Bentley testified, in answer to questions: “I sell paper;” represent defendant; efforts are confined to Dallas; have been with defendant a little over three years; worked as a salesman; make frequent visits to the office during the day; “only when I get business over there;” “turn orders in or get samples of paper something like that to show a customer;” all witness’ activities have been confined solely to soliciting business for defendant.

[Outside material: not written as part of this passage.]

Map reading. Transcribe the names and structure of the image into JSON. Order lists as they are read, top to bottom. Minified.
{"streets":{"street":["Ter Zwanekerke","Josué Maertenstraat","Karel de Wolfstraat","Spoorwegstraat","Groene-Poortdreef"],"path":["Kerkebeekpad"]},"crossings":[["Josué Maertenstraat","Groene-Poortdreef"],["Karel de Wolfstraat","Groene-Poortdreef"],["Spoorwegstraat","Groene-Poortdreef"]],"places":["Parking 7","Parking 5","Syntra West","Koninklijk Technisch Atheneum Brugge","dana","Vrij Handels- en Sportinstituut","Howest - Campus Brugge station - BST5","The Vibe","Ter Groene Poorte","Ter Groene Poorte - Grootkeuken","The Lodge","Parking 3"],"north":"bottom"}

Portions of the deposition of R. M. Olmsted were offered: Was vice president and general manager of defendant; had “contract with salesmen, but control over only employees or salesmen receiving salaries”; in 1932 Bentley started handling defendant’s product as a commission salesman. Here quoting the record:

“Q. What instructions did you give him (Bentley) when he began working for you? A. Well, at that particular time, I might explain this: Naturally, anybody would know that there are very few businesses that needed a salesman of any kind; he applied for a position as a salesman and I didn’t have a position in the plant for any one, salesman or otherwise, but we did have wrapping paper that two or three other men were handling on a commission basis; that’s what Mr. Bentley’s position is with the concern.
“Q. Selling wrapping paper? A. On a ccfcnmission basis.
“Q. And what instruction did you give him with reference to the sale of that paper when he first started working for the Olmsted-Kirk Company? A. No instruction other than that he was not to solicit business from any concern that we had business from at that time.”

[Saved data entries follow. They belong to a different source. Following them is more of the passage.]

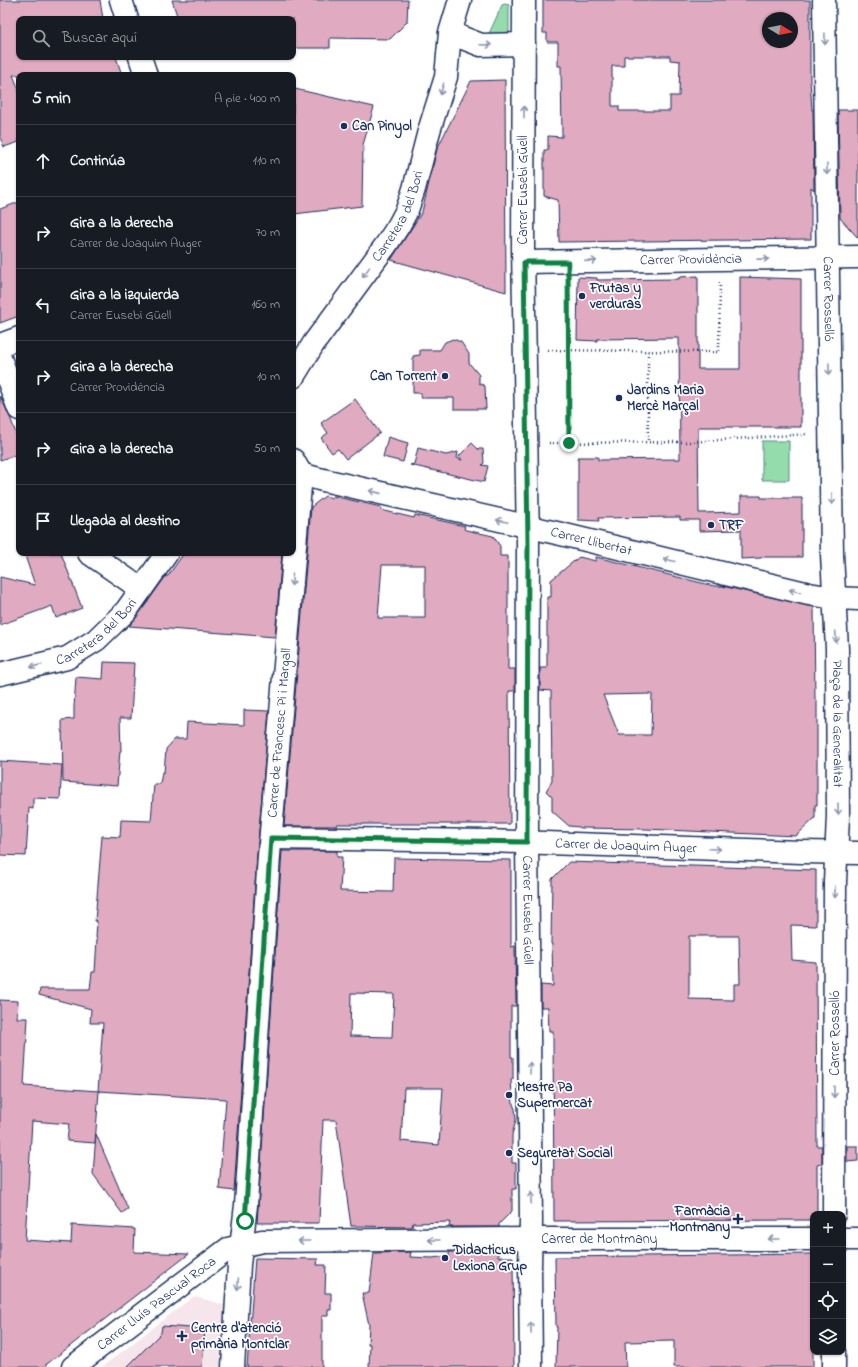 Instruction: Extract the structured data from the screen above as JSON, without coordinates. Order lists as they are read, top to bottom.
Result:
{
  "streets": {
    "street": [
      "Carrer Eusebi Güell",
      "Carretera del Bori",
      "Carrer Providència",
      "Carrer Rosselló",
      "Carrer Llibertat",
      "Plaça de la Generalitat",
      "Carrer de Francesc Pi i Margall",
      "Carrer de Joaquim Auger",
      "Carrer de Montmany",
      "Carrer Lluís Pascual Roca"
    ]
  },
  "crossings": [
    ["Carrer Eusebi Güell", "Carrer Providència"],
    ["Carrer Eusebi Güell", "Carrer Llibertat"],
    ["Carrer Eusebi Güell", "Carrer de Joaquim Auger"],
    ["Carrer Eusebi Güell", "Carrer de Montmany"],
    ["Carrer Providència", "Carrer Rosselló"],
    ["Carrer Rosselló", "Carrer Llibertat"],
    ["Carrer Rosselló", "Plaça de la Generalitat"],
    ["Carrer Rosselló", "Carrer de Joaquim Auger"],
    ["Carrer Llibertat", "Plaça de la Generalitat"],
    ["Carrer Llibertat", "Carrer de Francesc Pi i Margall"],
    ["Plaça de la Generalitat", "Carrer de Joaquim Auger"],
    ["Carrer de Francesc Pi i Margall", "Carrer de Joaquim Auger"],
    ["Carrer de Francesc Pi i Margall", "Carrer de Montmany"],
    ["Carrer de Francesc Pi i Margall", "Carrer Lluís Pascual Roca"],
    ["Carrer de Montmany", "Carrer Lluís Pascual Roca"]
  ],
  "one_way": [
    "Carrer Eusebi Güell",
    "Carretera del Bori",
    "Carrer Providència",
    "Carrer Rosselló",
    "Carrer Llibertat",
    "Plaça de la Generalitat",
    "Carrer de Francesc Pi i Margall",
    "Carrer de Joaquim Auger",
    "Carrer de Montmany"
  ],
  "places": {
    "other": [
      "Can Pinyol",
      "Frutas y verduras",
      "Can Torrent",
      "Jardins Maria Mercè Marçal",
      "TRF",
      "Mestre Pa Supermercat",
      "Seguretat Social",
      "Didacticus Lexiona Grup"
    ],
    "health": ["Farmàcia Montmany", "Centre d'atenció primària Montclar"]
  },
  "north": "right",
  "page": {
    "search": "Buscar aquí",
    "heading": ["5 min", "A pie · 400 m"],
    "list": [
      ["Continúa", "110 m"],
      ["Gira a la derecha", "Carrer de Joaquim Auger", "70 m"],
      ["Gira a la izquierda", "Carrer Eusebi Güell", "160 m"],
      ["Gira a la derecha", "Carrer Providència", "10 m"],
      ["Gira a la derecha", "50 m"],
      "Llegada al destino"
    ],
    "map_buttons": ["+", "−"]
  }
}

The evidence from that witness shows he advised Bentley in that conversation of the business defendant had with other concerns and that defendant would not accept business from him from those concerns, and that such instructions were oral. Witness testified he told Bentley at what prices the different material could be sold and that his commission to him was from the goods he sold; the sales he made had to be accepted by defendant’s credit department. Bentley was not employed for any definite time. “We advise salesmen on any changes in selling price of material.” Defendant had one wrapping paper salesman working on a regular salary basis, and two men in the same capacity as Bentley, as commission salesmen. The salesmen would at times get together, compare notes, and talk over the business they had, and the merits of different or new products. Witness thought such meetings were advisable. Bentley had no authority to collect accounts. On making sale Bentley would either come in the office and report the sale, or phone the sale. If witness did not want Bentley or a commission salesman to handle or sell the stock any more, I would tell him so. Bentley had the right to sever' his connection with the company at any time. Witness would not let Bentley handle defendant’s paper and at the same time handle paper for other paper concerns. Bentley was not employed for any specific length of time. At no time was Bentley given any suggestion or leads as to where he could make a sale; he was acting as a commission agent to sell to any one he chose to sell to except to those who were already trading with us.

Other witnesses testified to practically some of the same facts as did Olmsted, and we have found no conflict in the evidence on any material fact pertinent to the inquiry here.